Cold December

What do you do afterward?

What we did was stay home. For a while we just didn’t go to school or work or anything.

And it was this fiercely cold December, that first month after he was gone, but every afternoon my brother and I went running. (Why the hell would we go running? Please see: Family dinner.) And the cold presented this nice kind of challenge, something around which to marshal our energies. So it fast became our ritual to discuss, in detail, what constituted appropriate attire for the day’s weather. And then we’d gather up all the fleeces and hats and mittens and scarves and layer them on, and we’d duck out into the winter.

On my usual route there was a place where the road crossed over a little stream, and I’d hear the sound of it and I’d slow down and look at how the black water cut through the blanket of snow.

And I’d talk to Dad.
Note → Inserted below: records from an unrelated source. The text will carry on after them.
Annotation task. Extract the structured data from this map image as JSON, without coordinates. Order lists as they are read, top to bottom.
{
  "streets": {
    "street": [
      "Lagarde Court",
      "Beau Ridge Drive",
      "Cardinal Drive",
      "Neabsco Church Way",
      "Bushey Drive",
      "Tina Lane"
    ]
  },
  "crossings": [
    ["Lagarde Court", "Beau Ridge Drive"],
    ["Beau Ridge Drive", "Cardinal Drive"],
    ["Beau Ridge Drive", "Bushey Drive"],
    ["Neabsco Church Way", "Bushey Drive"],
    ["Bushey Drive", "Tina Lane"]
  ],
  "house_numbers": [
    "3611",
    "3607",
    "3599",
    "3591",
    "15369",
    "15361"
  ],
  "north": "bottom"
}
I didn’t say anything much – “I miss you, Dad”; “I love you” – but there with the sound of the water it didn’t seem as silly to think he heard me.
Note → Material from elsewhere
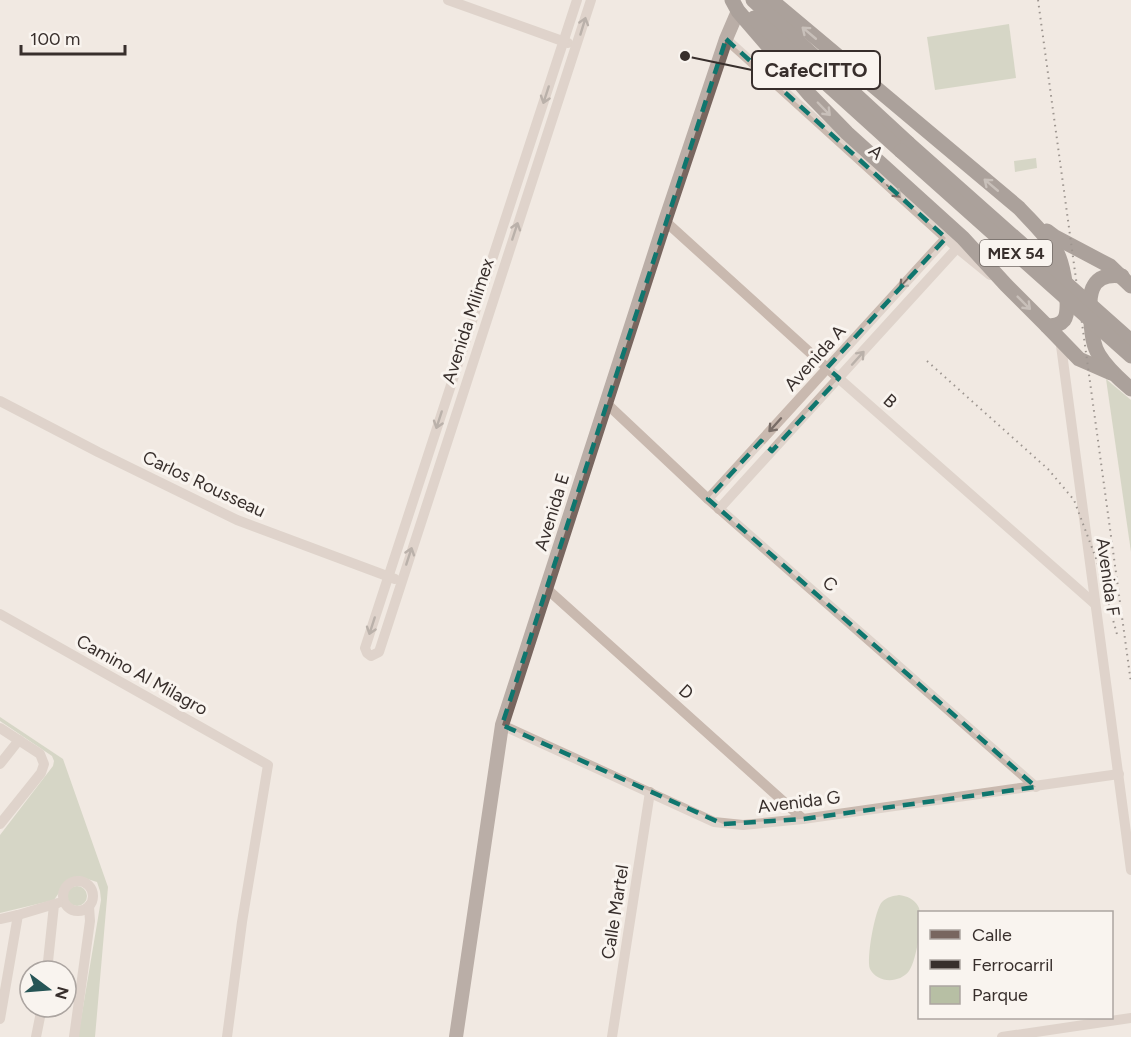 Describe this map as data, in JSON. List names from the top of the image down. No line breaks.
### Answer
{"streets":{"highway":["MEX 54"],"main road":["Avenida E"],"street":["A","Avenida Milimex","Avenida A","B","Carlos Rousseau","Avenida F","C","Camino Al Milagro","D","Avenida G","Calle Martel"]},"crossings":[["A","Avenida A"],["A","Avenida E"],["MEX 54","Avenida E"],["Avenida Milimex","Carlos Rousseau"],["Avenida A","B"],["Avenida A","C"],["B","Avenida E"],["B","Avenida F"],["Avenida E","C"],["Avenida E","D"],["Avenida E","Avenida G"],["Avenida F","Avenida G"],["C","Avenida G"],["D","Avenida G"],["Avenida G","Calle Martel"]],"one_way":["A"],"places":["CafeCITTO"],"legend":["Calle","Ferrocarril","Parque"],"scale_bar":"100 m","north":"right"}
Back at home we’d strip off our wet clothes and hang them on the clothesline in the basement and then we’d put on the kettle for tea. We’d open the cupboard for mugs and there was Dad’s ridiculous beer stein, a twenty-four ouncer that he’d gotten in a Yankee swap one year. The best part was that it had a picture of the NASCAR driver Dale Earnhardt on the side.

“A man-sized cup of tea!” Dad always said, holding the stein in his left hand and the string of a tea bag in his right, bobbing it once or twice before discarding it, so the tea came out just the way he liked it, weak and milky.

We’d see that stein there in the cupboard, as we selected our mugs.

And then we’d rustle through all the foods people had brought. In the days afterward people brought us trays and pots and boxes of food. Minestrone soup. Loaves of bread that were golden on top from an egg wash. Boxes of Bartlett pears, round and burnished like they were from a catalog. Casserole pans, each representing a different nation’s cuisine: lasagna; enchilada; spanakopita. There were pecan shortbread cookies dusted in powdered sugar and loaves of banana bread.

Our cheeks were still bright red from the cold and our hair was still damp with sweat, and we’d drink green tea and rustle through all the foods, and we’d eat.